Approach. Maintain a TreeMap<Integer, Integer> representing a difference array: at every start add 1, at every end subtract 1. The max depth is the maximum prefix sum, which can be computed by walking the map in order each call (O(n) per call) or maintained incrementally with a more elaborate segment tree.

Java:

class MyCalendarThree {
    private final TreeMap<Integer, Integer> delta = new TreeMap<>();
    public int book(int start, int end) {
        delta.merge(start, 1, Integer::sum);
        delta.merge(end, -1, Integer::sum);
        int max = 0, active = 0;
        for (int d : delta.values()) {
            active += d;
            if (active > max) max = active;
        }
        return max;
    }
}

Time: O(n) per book (n = number of bookings so far). Total O(n²) for n bookings — passes the LeetCode constraints (n ≤ 400).

A segment-tree-with-lazy-propagation solution achieves O(log V) per call where V is the value range, but is significantly more code.

Time: O(n) per call. Space: O(n).


Talking Points When Asked "Why Red-Black?"

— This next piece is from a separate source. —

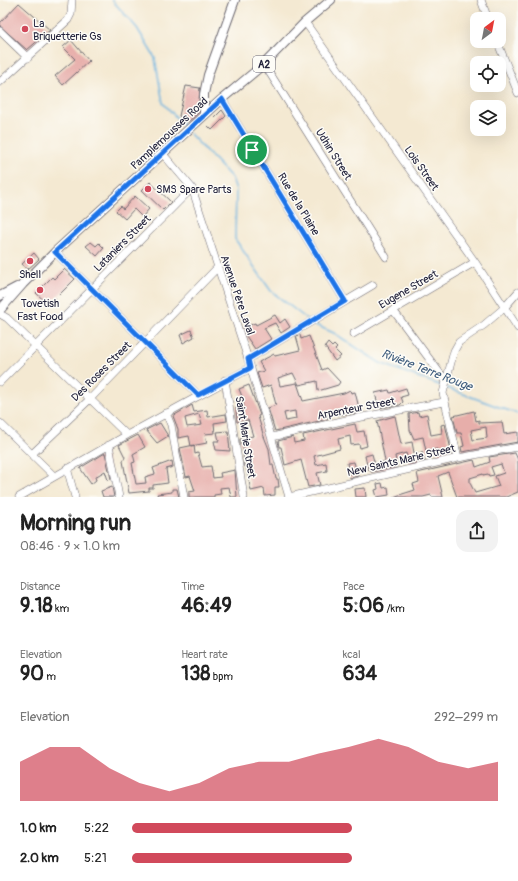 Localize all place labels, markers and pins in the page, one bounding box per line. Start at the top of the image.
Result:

When an interviewer asks "why did you use a TreeMap here?" or "why not a HashMap?", reach for:

  1. "I need ordered queries." Floor, ceiling, predecessor, successor — none of which a hash table supports.
  2. "I need sorted iteration." In-order traversal is O(n); HashMap.keySet().stream().sorted() is O(n log n).
  3. "I need range queries." subMap(from, to) is O(log n) start + O(k) iterate.
  4. "I want predictable worst-case latency." RB has no resize stalls. Important for scheduler-like code or latency-sensitive paths.
  5. "My keys don't hash well." Strings with adversarial structure, or floating-point keys near collision regions, may pathologically degrade a hash table.

When the answer is "I need O(1) exact-match lookup and nothing else", reach for the hash table.


Summary

The interview-relevant skills for red-black trees split cleanly: - Implementation skill: can you write the insert, the delete, and the validation function. Tested by ~20 % of interviewers. - API skill: can you use TreeMap / TreeSet / std::map to solve range-query and ordered-iteration problems. Tested by ~80 % of interviewers. - Reasoning skill: can you explain the 5 properties, the height bound, and why RB is preferred over AVL. Tested by senior+ interviews.

Practice the API problems on LeetCode tagged "TreeMap" / "Ordered Set" / "TreeSet" until floor/ceiling/lastKey calls are second nature.